Problem statement: Your response should be an exact transcription of the data, images excluded.
====== Data segment
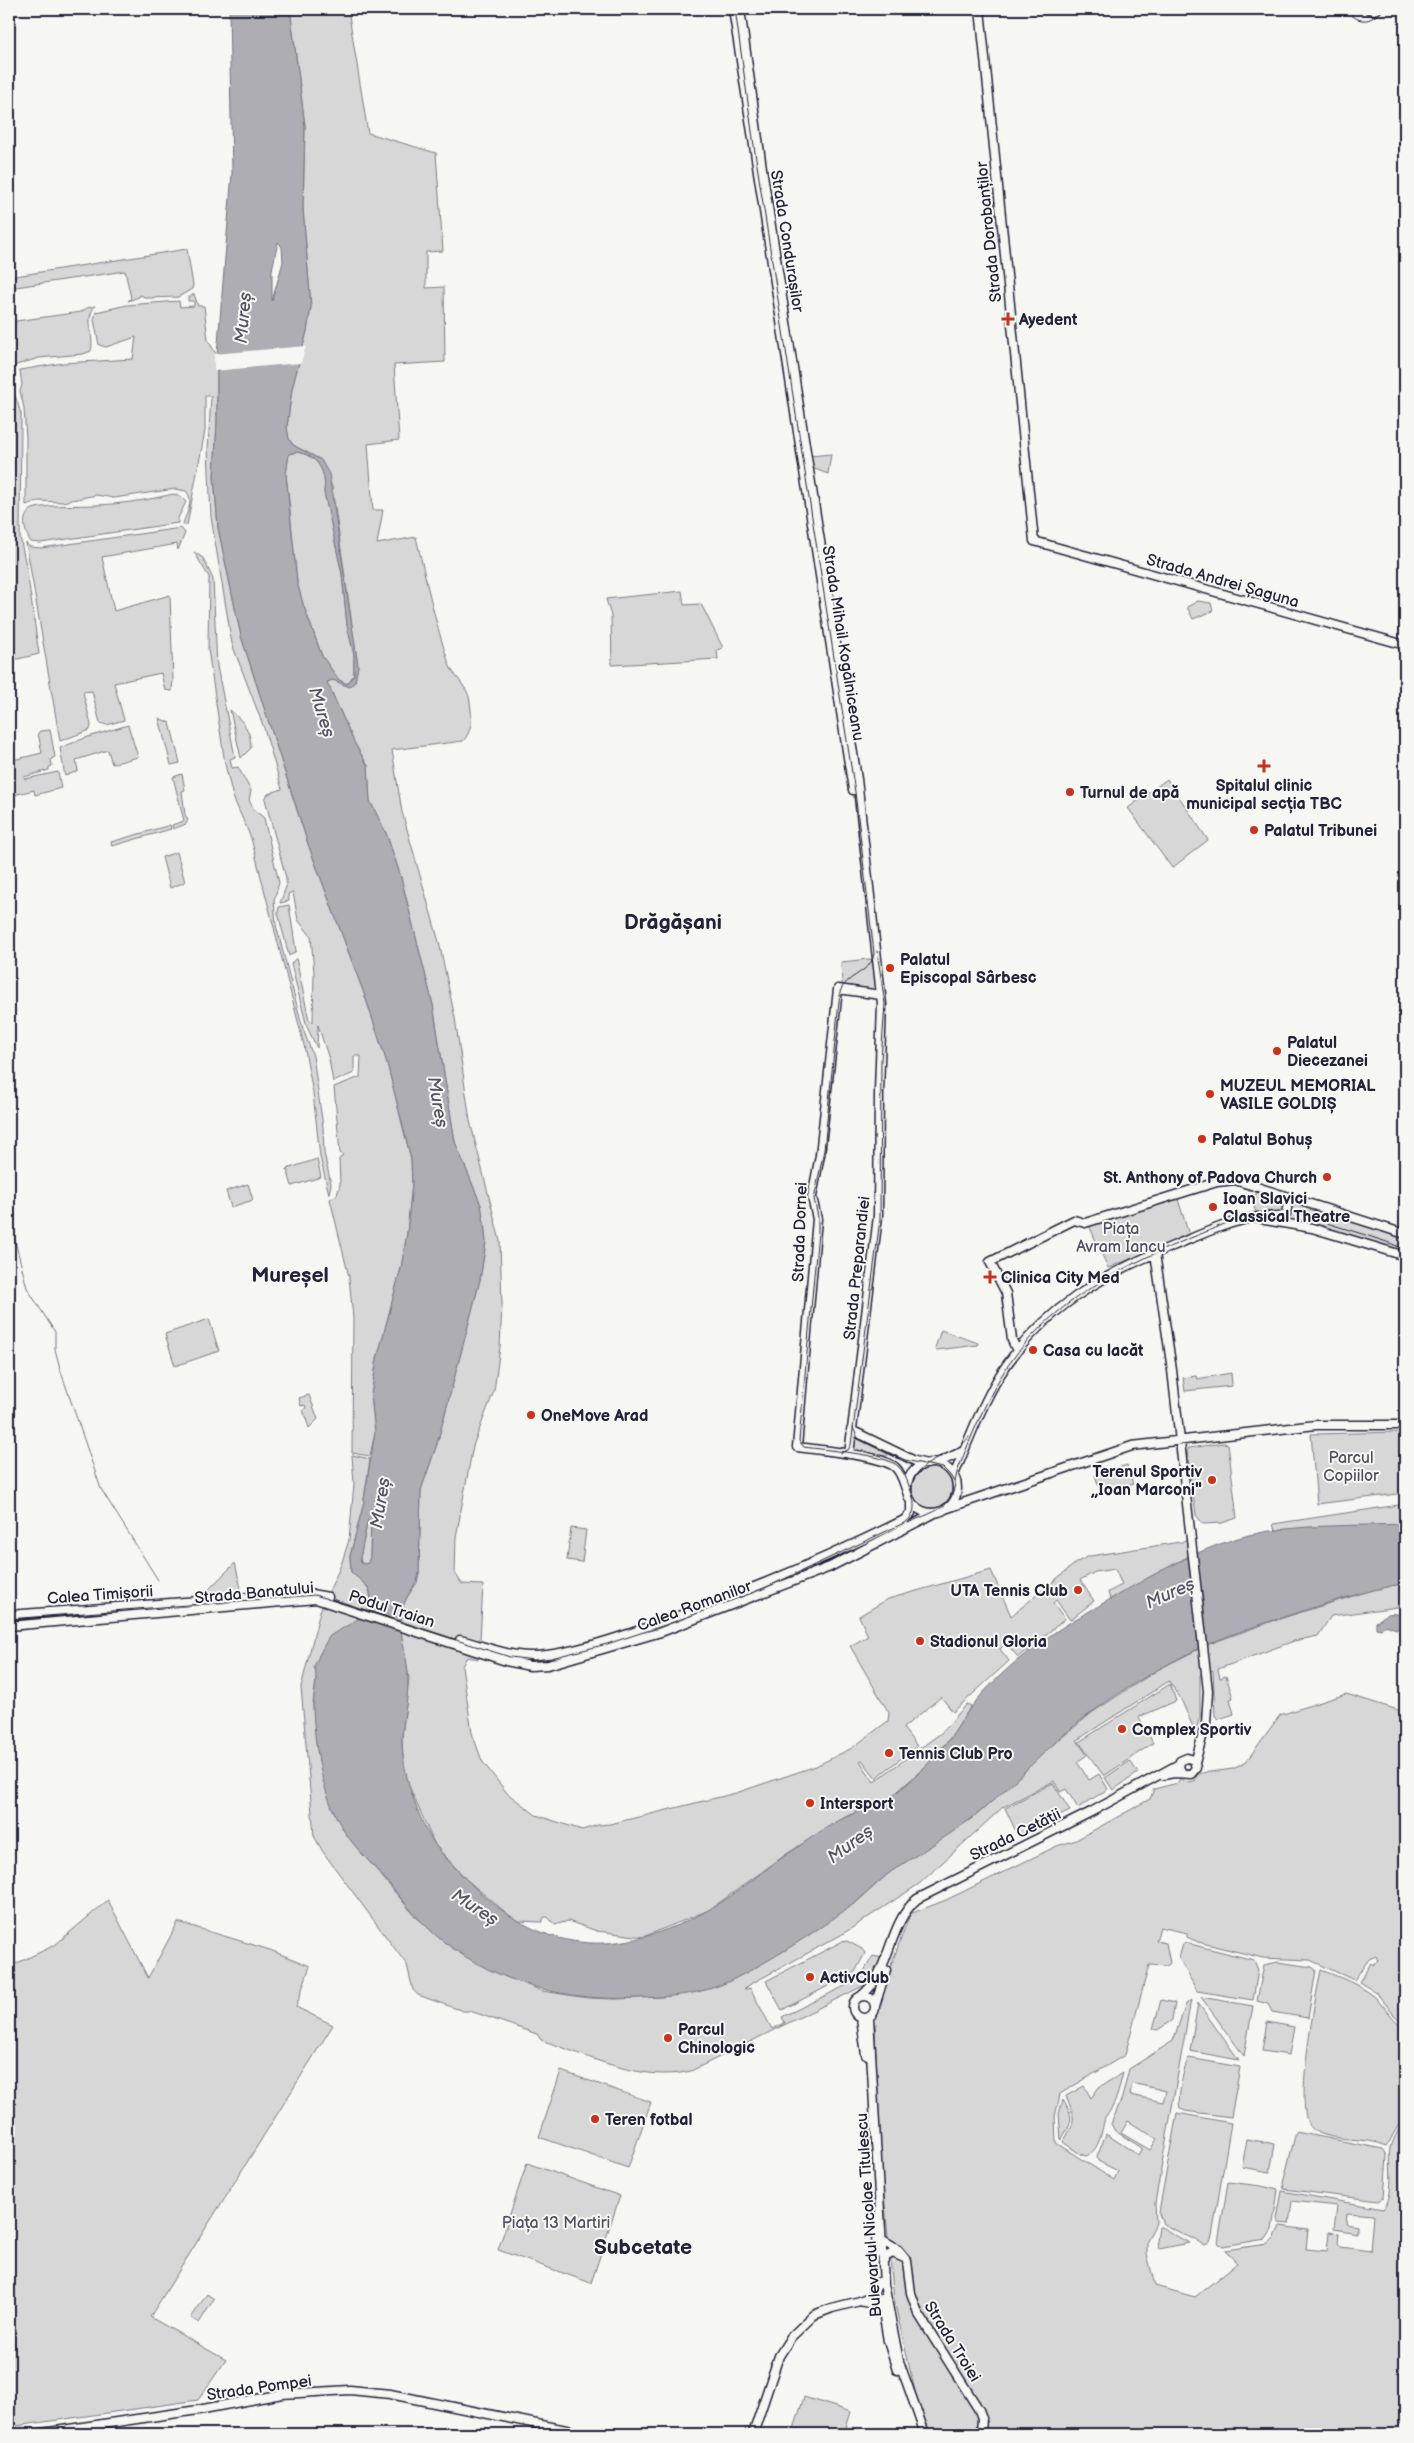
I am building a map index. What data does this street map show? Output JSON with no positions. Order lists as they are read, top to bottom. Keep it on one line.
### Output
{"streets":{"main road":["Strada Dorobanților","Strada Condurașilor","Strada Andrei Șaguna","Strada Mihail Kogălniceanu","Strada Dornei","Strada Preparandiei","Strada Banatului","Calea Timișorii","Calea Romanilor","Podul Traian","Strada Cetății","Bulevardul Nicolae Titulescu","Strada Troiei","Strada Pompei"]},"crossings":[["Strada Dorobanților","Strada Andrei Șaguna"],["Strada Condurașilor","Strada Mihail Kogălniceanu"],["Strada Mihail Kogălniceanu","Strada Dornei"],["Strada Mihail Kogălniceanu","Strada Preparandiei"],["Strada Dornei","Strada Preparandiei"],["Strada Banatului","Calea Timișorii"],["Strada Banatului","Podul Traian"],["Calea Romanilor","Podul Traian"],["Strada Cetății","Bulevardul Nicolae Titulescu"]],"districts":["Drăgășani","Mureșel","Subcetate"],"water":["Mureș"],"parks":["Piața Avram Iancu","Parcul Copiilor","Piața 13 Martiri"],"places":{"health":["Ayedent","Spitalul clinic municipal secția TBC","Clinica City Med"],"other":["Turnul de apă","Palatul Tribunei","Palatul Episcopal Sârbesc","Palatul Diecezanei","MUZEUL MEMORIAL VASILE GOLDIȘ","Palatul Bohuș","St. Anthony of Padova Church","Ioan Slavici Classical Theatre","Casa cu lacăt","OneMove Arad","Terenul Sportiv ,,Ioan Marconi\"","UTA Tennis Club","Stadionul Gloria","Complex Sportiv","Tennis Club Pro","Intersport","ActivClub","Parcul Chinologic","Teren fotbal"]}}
============
Answer section:
I am building a map index. What data does this street map show? Output JSON with no positions. Order lists as they are read, top to bottom. Keep it on one line.
### Output
{"streets":{"main road":["Strada Dorobanților","Strada Condurașilor","Strada Andrei Șaguna","Strada Mihail Kogălniceanu","Strada Dornei","Strada Preparandiei","Strada Banatului","Calea Timișorii","Calea Romanilor","Podul Traian","Strada Cetății","Bulevardul Nicolae Titulescu","Strada Troiei","Strada Pompei"]},"crossings":[["Strada Dorobanților","Strada Andrei Șaguna"],["Strada Condurașilor","Strada Mihail Kogălniceanu"],["Strada Mihail Kogălniceanu","Strada Dornei"],["Strada Mihail Kogălniceanu","Strada Preparandiei"],["Strada Dornei","Strada Preparandiei"],["Strada Banatului","Calea Timișorii"],["Strada Banatului","Podul Traian"],["Calea Romanilor","Podul Traian"],["Strada Cetății","Bulevardul Nicolae Titulescu"]],"districts":["Drăgășani","Mureșel","Subcetate"],"water":["Mureș"],"parks":["Piața Avram Iancu","Parcul Copiilor","Piața 13 Martiri"],"places":{"health":["Ayedent","Spitalul clinic municipal secția TBC","Clinica City Med"],"other":["Turnul de apă","Palatul Tribunei","Palatul Episcopal Sârbesc","Palatul Diecezanei","MUZEUL MEMORIAL VASILE GOLDIȘ","Palatul Bohuș","St. Anthony of Padova Church","Ioan Slavici Classical Theatre","Casa cu lacăt","OneMove Arad","Terenul Sportiv ,,Ioan Marconi\"","UTA Tennis Club","Stadionul Gloria","Complex Sportiv","Tennis Club Pro","Intersport","ActivClub","Parcul Chinologic","Teren fotbal"]}}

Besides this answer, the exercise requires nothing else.